Python to Rust to Proof: Cross-Validating a ZK System

Three implementations of the same physics. Python float. Python scaled-integer. Rust BigInt. They must agree bit-for-bit.

Three implementations of the same physics. Python floating-point. Python scaled-integer. Rust BigInt. They must agree bit-for-bit, because the ZK proof is only as correct as the reference implementation it was validated against.

Here's how we cross-validate a ZK system across languages and number representations.

The Three Implementations

Our zk-physics project maintains three implementations of the Rayleigh-Plesset simulation:

1. Python Float (reference/simulate.py)

The ground truth for physics. Uses NumPy float64 — the same representation a physicist would use. Human-readable, easy to modify, trusted.

@dataclass
class SimulationParams:
    R0: float       # Equilibrium radius (m)
    P0: float       # Ambient pressure (Pa)
    Pa: float       # Acoustic amplitude (Pa)
    freq: float     # Frequency (Hz)
    gamma: float    # Polytropic exponent
    sigma: float    # Surface tension (N/m)
    mu: float       # Viscosity (Pa*s)
    rho: float      # Density (kg/m³)
    T0: float       # Initial temperature (K)
    dt: float       # Timestep (s)

This implementation answers the question: "given these physical parameters, what does the simulation produce?"

2. Python Scaled-Integer (reference/simulate_scaled.py)

The bridge between float physics and field arithmetic. Uses Python's arbitrary-precision integers with SCALE = 10**30:

SCALE = 10**30

def smul(a, b):
    return (a * b) // SCALE

def sdiv(a, b):
    return (a * SCALE) // b

Same physics, different arithmetic. This implementation answers: "does the scaled-integer representation produce the same results as floating-point?"

3. Rust BigInt (src/witness.rs)

The actual witness generator. Uses num-bigint for arbitrary-precision integers:

fn smul(a: &BigInt, b: &BigInt) -> BigInt {
    (a * b) / scale()
}

fn sdiv(a: &BigInt, b: &BigInt) -> BigInt {
    (a * scale()) / b
}

This implementation answers: "does the Rust witness match the Python reference, and do its values satisfy the halo2 circuit constraints?"

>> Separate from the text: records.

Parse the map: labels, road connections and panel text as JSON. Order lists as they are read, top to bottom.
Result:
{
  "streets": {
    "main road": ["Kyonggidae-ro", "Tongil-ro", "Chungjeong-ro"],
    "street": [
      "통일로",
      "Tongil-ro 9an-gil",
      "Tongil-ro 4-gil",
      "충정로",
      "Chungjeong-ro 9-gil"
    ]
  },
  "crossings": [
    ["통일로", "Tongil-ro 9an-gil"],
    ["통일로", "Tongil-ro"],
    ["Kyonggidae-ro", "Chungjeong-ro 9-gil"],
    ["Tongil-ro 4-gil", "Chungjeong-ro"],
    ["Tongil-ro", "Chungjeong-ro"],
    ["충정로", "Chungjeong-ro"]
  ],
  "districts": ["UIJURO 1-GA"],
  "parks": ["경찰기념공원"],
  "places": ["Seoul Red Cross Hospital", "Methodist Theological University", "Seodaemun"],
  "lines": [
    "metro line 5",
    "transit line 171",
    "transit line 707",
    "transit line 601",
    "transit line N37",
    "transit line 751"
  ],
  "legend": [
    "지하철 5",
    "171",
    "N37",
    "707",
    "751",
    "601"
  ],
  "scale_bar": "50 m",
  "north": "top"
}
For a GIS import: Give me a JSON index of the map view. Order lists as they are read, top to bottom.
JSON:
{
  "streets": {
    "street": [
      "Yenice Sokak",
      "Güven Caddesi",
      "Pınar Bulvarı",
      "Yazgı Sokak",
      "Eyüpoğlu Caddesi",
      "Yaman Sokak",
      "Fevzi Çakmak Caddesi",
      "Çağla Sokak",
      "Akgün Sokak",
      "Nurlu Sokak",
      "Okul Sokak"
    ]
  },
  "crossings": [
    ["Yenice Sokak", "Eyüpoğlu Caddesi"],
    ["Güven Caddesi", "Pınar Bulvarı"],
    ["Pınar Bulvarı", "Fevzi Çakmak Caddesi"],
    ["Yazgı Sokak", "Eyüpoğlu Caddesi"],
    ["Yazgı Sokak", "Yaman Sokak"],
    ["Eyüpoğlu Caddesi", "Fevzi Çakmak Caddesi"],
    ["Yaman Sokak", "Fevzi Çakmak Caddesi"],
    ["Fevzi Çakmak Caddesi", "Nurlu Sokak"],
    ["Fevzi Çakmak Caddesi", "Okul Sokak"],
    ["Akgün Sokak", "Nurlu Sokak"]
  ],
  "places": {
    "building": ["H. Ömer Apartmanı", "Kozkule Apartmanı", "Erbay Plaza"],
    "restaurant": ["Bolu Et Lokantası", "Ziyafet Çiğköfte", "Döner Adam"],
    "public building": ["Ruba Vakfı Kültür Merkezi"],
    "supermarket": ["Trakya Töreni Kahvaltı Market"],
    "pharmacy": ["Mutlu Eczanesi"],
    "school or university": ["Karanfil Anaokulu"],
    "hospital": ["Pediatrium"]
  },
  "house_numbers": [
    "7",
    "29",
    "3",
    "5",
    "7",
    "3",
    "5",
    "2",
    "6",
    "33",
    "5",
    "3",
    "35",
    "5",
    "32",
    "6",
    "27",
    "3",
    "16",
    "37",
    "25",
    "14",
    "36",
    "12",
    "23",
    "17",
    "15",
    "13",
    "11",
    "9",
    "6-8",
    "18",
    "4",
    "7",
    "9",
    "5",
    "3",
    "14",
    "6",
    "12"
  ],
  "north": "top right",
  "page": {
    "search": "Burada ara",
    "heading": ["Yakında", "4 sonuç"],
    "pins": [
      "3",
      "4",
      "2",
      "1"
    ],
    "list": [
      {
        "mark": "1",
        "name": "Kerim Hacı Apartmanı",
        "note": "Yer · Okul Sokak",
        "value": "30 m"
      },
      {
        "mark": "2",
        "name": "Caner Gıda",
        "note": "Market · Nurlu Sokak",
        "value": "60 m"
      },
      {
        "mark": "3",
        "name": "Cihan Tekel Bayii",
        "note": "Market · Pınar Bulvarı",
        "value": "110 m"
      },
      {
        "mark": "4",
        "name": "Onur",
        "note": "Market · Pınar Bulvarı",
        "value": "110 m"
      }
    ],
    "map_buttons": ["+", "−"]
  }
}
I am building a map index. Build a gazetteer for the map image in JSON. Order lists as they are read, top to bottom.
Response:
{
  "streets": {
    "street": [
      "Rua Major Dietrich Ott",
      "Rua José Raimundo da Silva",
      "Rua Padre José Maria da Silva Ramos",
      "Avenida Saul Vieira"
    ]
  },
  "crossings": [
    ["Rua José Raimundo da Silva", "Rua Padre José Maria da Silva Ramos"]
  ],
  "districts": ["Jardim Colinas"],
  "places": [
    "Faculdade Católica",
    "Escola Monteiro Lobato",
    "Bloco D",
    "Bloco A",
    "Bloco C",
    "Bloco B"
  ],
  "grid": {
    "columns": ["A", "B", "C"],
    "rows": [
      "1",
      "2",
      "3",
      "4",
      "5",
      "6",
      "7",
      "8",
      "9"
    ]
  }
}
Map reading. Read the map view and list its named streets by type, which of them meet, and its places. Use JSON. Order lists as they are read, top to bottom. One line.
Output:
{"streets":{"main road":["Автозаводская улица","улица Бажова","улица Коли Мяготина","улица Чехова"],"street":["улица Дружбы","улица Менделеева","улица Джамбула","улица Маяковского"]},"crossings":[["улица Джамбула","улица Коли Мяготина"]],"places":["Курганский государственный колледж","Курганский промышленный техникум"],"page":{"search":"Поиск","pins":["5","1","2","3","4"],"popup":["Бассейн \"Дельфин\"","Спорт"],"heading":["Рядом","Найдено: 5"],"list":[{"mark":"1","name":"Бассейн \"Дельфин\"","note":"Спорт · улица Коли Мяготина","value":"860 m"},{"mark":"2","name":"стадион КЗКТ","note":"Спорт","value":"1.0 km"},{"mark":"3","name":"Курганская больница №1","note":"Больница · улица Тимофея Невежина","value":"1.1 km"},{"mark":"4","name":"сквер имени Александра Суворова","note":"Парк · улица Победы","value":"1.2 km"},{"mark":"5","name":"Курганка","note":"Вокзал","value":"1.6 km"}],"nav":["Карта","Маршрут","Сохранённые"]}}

The Shared Loop: Deduplication as Validation

A key architectural decision: the Rust witness uses a single simulate_inner() function for both the collapse preset and the acoustic driving preset:

fn simulate_inner(
    r0: &BigInt, p0: &BigInt, p_initial: &BigInt,
    dt: &BigInt, dt2: &BigInt, two_sigma: &BigInt,
    four_s: &BigInt, three_halves_s: &BigInt,
    rho: &BigInt, mu: &BigInt,
    r_start: BigInt, n_steps: usize,
    acoustic_dp: impl Fn(usize) -> BigInt,
) -> Vec<BigInt> {
    // Single Verlet integration loop
    // acoustic_dp returns zero for collapse, Pa*sin(wt) for acoustic
}

Before our code review, collapse and acoustic had separate simulation loops. This is a correctness hazard: fix a bug in one loop, forget the other. Deduplication means every physics improvement applies everywhere.

Cross-Validation: The Test Suite

The Python test suite (reference/test_simulate.py) runs both Python implementations and compares:

def test_collapse_float_vs_scaled():
    """Float and scaled-integer must agree within tolerance."""
    params_float = CollapsePreset.float_params()
    params_scaled = CollapsePreset.scaled_params()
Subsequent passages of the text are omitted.